• [Task instructions] Only the lines containing "names" belong in the answer; find them in the material below.

::: Information

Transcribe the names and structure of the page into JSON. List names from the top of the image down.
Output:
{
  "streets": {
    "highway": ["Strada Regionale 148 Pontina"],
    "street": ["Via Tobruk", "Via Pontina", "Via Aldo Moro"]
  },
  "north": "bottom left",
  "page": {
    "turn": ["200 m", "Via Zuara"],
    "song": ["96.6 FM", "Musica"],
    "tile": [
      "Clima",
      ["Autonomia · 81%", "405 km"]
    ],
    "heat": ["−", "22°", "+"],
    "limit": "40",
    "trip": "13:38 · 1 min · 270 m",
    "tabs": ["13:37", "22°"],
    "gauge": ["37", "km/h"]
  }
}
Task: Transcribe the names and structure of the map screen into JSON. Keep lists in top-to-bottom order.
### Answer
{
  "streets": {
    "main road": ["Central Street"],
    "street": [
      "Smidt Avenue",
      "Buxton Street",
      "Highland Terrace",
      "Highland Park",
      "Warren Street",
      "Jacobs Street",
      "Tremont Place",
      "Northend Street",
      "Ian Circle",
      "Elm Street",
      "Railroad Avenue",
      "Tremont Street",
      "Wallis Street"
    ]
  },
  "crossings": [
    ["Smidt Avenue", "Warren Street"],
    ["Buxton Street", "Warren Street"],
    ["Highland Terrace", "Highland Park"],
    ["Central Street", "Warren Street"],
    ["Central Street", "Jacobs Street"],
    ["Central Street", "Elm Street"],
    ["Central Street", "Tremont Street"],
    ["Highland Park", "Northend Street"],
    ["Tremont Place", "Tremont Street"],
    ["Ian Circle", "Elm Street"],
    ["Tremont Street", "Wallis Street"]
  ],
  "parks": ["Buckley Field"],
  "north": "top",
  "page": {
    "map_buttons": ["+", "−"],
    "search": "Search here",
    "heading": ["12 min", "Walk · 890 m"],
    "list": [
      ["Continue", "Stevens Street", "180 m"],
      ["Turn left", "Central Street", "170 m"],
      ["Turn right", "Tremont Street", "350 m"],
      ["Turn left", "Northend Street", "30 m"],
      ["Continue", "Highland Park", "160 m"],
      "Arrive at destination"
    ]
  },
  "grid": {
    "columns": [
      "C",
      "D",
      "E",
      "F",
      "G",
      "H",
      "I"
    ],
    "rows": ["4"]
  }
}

::::::

• [Task answer]
Transcribe the names and structure of the page into JSON. List names from the top of the image down.
Task: Transcribe the names and structure of the map screen into JSON. Keep lists in top-to-bottom order.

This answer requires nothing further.